School server web page: web.mat.bham.ac.uk/D.Smith

Qualifications

  • PhD Applied Mathematics, University of Birmingham, June 2006
  • BA (Hons I), Mathematical Sciences, University of Oxford, July 2000

Biography

Dave qualified with a BA (Hons) from the University of Oxford in 2000. In 2001 he began studying for a PhD at the University of Birmingham, inspired by emerging links between Applied Mathematics and the School of Medicine. Dave completed his PhD in 2005 (graduating the following year), leading to several publications on the mechanics of airway defence, and the role of fluid mechanics in early embryo development.

Following his PhD, Dave received funding from the Wellcome Trust Value in People Fellowship scheme, enabling him to begin working with colleagues at Birmingham Women’s Hospital and Medical School on studying how human sperm swim, from a combined mathematical and experimental perspective. This led to an MRC Training Fellowship, and subsequently a Birmingham Science City Fellowship.

In December 2009, Dave was appointed lecturer in the School of Mathematics, and combines collaborative research both within the department, cross-college and with other universities, with teaching and management responsibilities, including Master’s programme development.

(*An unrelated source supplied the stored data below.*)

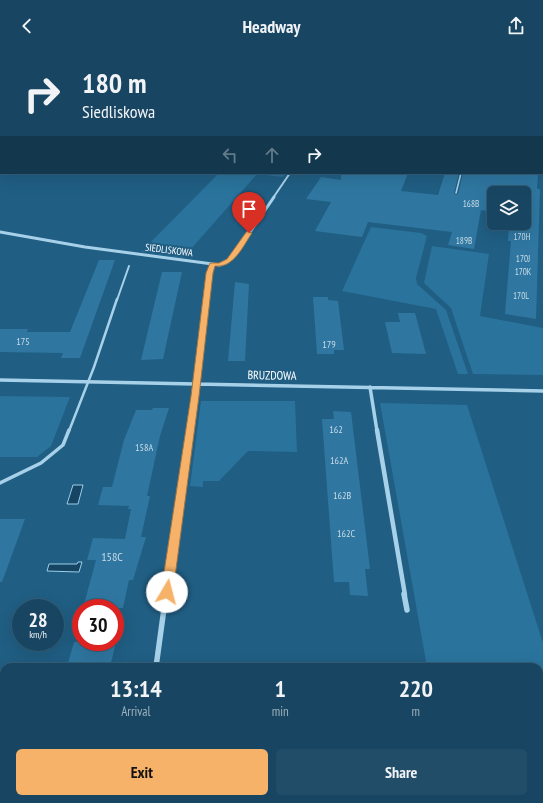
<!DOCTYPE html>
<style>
body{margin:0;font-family:"PT Sans Narrow",sans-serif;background:#214d68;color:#f1f3f6;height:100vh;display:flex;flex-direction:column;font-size:15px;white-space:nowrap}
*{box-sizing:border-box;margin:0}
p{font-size:13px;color:#9fb1be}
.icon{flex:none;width:22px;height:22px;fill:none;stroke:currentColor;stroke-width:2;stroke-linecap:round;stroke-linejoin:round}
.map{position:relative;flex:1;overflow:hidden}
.details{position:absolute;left:0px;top:611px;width:543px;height:140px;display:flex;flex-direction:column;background:#184662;border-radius:12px 12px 0 0;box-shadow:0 4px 16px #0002,0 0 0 1px #365e77}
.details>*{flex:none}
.hud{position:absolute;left:0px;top:0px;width:543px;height:122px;box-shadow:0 4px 16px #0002,0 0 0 1px #365e77;background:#184662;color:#f1f3f6;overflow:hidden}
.fabs{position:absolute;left:487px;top:134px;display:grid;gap:8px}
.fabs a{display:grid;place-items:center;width:44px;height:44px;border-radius:6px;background:#184662;box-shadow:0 4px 16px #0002,0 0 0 1px #365e77;font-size:20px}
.speed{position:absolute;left:12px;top:547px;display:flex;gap:8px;font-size:20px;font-weight:700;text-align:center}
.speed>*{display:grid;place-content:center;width:52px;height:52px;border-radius:50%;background:#184662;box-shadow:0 4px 16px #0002,0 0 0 1px #365e77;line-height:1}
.speed small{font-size:10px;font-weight:400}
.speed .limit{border:6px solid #d22;background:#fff;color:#111}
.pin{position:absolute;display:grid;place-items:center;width:34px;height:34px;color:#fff;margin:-41px -17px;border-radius:50% 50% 50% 0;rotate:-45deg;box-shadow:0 0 4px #0007}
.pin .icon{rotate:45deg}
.me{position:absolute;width:44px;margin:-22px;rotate:8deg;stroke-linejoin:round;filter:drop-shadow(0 0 3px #0008)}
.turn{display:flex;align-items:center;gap:14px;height:84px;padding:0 16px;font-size:18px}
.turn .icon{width:52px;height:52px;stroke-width:2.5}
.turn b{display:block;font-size:28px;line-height:34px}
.lanes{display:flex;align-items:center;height:38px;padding:0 16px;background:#0003;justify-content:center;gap:20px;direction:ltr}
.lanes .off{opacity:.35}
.eta{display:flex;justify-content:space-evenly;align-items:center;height:68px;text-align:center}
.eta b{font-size:24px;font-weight:800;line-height:28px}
.button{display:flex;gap:8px;margin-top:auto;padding:8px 16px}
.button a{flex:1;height:46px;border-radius:6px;background:#f6b268;color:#111;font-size:16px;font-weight:800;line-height:46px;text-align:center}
.button a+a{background:#214d68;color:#f1f3f6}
header{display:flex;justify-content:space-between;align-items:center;height:52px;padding:0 16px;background:#184662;font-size:18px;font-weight:800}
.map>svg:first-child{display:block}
.green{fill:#2a739c}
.water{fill:#164563;stroke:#9bcfea}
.building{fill:#2f77a1}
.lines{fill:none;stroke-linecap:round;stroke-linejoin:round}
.service-far3{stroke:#a7d1e9;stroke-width:1.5}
.service-far2{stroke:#a7d1e9;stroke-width:2}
.service-far1{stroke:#a7d1e9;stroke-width:2.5}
.service{stroke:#a7d1e9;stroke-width:3.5}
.minor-far4{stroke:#a7d1e9;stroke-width:2}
.minor-far3{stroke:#a7d1e9;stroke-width:3}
.minor-far2{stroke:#a7d1e9;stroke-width:3.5}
.minor-far1{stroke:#a7d1e9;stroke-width:4.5}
.minor{stroke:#a7d1e9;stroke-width:5.5}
.tertiary{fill:#a7d1e9;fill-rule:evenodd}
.route{fill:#f6b268;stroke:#a07444}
.labels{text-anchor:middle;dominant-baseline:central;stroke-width:4;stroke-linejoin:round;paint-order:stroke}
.far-number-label{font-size:9px;fill:#cbdde8}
.far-street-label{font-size:10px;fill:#fff;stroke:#205e83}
.number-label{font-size:10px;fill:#cbdde8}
.street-label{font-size:12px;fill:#fff;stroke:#205e83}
.near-number-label{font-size:12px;fill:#cbdde8}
</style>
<header><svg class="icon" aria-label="back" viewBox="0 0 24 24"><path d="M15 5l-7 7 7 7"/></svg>Headway<svg class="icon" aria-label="share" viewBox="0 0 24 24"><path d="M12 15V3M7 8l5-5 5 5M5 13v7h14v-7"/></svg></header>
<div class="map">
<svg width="543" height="751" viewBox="0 0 543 751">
<rect width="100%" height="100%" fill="#205e83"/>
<path class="green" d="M0 0H166L1 1 0 12Z
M184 0H382V1H184Z
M219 121H286L283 125 257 122 183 206 141 200Z
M371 175 421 181 427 184 416 226 417 232 446 258 468 322H458L436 257 342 239Z
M432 194 489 202 480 264 543 276V323L473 322 451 256 424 231Z
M0 344 70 345 51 394 37 405H0Z
M201 349H295L297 400 248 399 219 429H203V435L190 434Z
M380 351 467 353 543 591V751H451L450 747H539V615H427Z
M0 657H4V747H122L121 751H0Z
M149 747H307V751H149Z"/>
<path class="water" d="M73 433H83L78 452H67Z
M78 510H82L79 520 47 519 49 512H77Z"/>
<path class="building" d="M341 121H408L401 139 438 143 445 121H459L454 141 456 143 458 142 463 121H538L537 137H540L536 267 505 262 511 189H508L509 171H524V141H520V138L491 135 487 159 481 158 474 197 448 193 452 180 368 170 362 185 315 179 331 150 306 147 321 125 341 128Z
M99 208H115L80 306H61L63 301 0 300V277H28L27 280H70Z
M162 220H182L163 307 141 308Z
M235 230 249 232 245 309H228Z
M313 245H328V248L338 249 344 298H334V302H317Z
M398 261H415L426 302 392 301 385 270H400Z
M153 356H169L160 384 147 444H150L141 485H146L133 528H129L123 556H83L96 508H87L93 486 125 487 131 457H128L129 454 98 453 103 435H112L124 388 136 358H152Z
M333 359 351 360 370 517H365L368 544 350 543 349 530H334L322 367H334Z
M0 467H25L2 530H0Z
M74 590H116L110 615H67Z"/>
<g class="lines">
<path class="service-far3" d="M456 141 461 121"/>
<path class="service-far2" d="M117 248 129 214"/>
<path class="service-far1" d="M69 379 94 315 117 247"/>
<path class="service" d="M0 431 41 411 63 393 69 378"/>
<path class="minor-far4" d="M542 5 543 7
M273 146 290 121"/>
<path class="minor-far3" d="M0 180 85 195 220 213 226 211 233 205 274 145
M207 248 212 212"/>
<path class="minor-far2" d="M0 328 543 339
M370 335 377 379
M189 379 207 247"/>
<path class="minor-far1" d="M377 378 405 543
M166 543 189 378"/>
<path class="minor" d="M404 542 407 558
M156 615 166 542
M137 751 138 747"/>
<path class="tertiary" d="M542 48H543V50H542Z
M0 90H1V92H0Z"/>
</g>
<path class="route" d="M247 179 252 181C243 194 234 216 215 214L213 221 199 344 173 540 171 543 167 544 163 543 161 540 191 344 206 221 210 211H219L227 207Z"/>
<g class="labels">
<g class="far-number-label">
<text x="471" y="151">168B</text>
<text x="522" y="184">170H</text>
<text x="464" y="188">189B</text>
<text x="523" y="206">170J</text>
<text x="523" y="219">170K</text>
<text x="521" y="243">170L</text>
</g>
<g class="far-street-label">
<text transform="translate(169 198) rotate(7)">SIEDLISKOWA</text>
</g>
<g class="number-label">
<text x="23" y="289">175</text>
<text x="329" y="292">179</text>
<text x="336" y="377">162</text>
<text x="144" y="395">158A</text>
<text x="339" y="408">162A</text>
<text x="342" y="443">162B</text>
<text x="346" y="481">162C</text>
</g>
<g class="street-label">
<text transform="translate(272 323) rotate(1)">BRUZDOWA</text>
</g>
<g class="near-number-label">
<text x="112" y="504">158C</text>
</g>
</g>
</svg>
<div class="fabs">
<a><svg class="icon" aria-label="layers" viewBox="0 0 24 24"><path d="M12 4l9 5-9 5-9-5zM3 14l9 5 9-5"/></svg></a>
</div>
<div class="speed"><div>28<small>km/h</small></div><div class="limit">30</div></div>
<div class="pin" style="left:249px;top:181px;background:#d93025"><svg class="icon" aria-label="arrive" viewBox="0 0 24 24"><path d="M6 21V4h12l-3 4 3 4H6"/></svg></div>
<svg class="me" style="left:167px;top:540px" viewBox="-20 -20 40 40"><circle r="19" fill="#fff"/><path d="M0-13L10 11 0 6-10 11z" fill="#f6b268"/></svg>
<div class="hud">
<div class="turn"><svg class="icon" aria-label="right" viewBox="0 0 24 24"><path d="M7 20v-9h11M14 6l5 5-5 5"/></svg><div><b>180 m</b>Siedliskowa</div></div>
<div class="lanes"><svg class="icon off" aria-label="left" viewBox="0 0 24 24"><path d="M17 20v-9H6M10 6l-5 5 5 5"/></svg><svg class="icon off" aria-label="ahead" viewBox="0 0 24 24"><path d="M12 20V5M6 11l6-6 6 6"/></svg><svg class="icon" aria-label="right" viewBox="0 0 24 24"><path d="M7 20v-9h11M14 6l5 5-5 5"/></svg></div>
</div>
<section class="details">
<div class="eta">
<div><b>13:14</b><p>Arrival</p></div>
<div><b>1</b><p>min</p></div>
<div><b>220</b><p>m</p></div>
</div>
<div class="button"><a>Exit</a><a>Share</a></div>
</section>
</div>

In 2015 Dave was promoted to Senior Lecturer and became Head of the Applied Mathematics research group.

Teaching

  • Single Honours Mathematics (G100, G103, G141)
  • Mathematics Majors: Mathematics with Business Management (G1N2); Mathematics with Engineering (J920); Mathematics with Philosophy (G1V5)
  • Joint Honours Mathematics: Mathematics & Computer Science (GG14); Pure Mathematics & Computer Science (GGC4); Mathematics & Sport Science (GC17); Mathematics & Music (GW13); Mathematics & Philosophy (GV15)
  • Theoretical Physics and Applied Mathematics (FG31)
  • Mathematics Minors: French Studies and Mathematics (GR11); German Studies and Mathematics (GR12)
  • Natural Sciences (CFG0, FCG0)
  • MSc Mathematical Modelling

Postgraduate supervision

  • Lead supervisor of one PhD student
  • Co-supervisor of four PhD students

I am very happy to discuss PhD project supervision in Mathematical Biology and Viscous Fluid Dynamics with highly-qualified candidates.

Research

RESEARCH THEMES

  • Cell motility, particularly sperm swimming
  • Modelling embryonic development
  • Biological viscous fluid mechanics
  • Biomedical modelling

RESEARCH ACTIVITY

Mathematical and computational modelling of biological systems, with a focus on microscale mechanical processes.

Publications

For a full list, please see: Google Scholar

Expertise

Dave Smith is Professor of Applied Mathematics; his research focuses on how mathematics can be used to improve healthcare, through the development of new diagnoses and improved treatments, and also through helping biomedical researchers build quantitative understanding of complex systems that underlie disease. Particular areas of involvement include male fertility via collaboration with Centre for Human Reproductive Science, Birmingham Women’s Hospital, and endocrine disorder, via collaboration with Institute for Metabolism and Systems Research, University of Birmingham. He works as a college member and review panellist for the Engineering and Physical Sciences Research Council, mainly contributing in the area of Healthcare Technologies Research.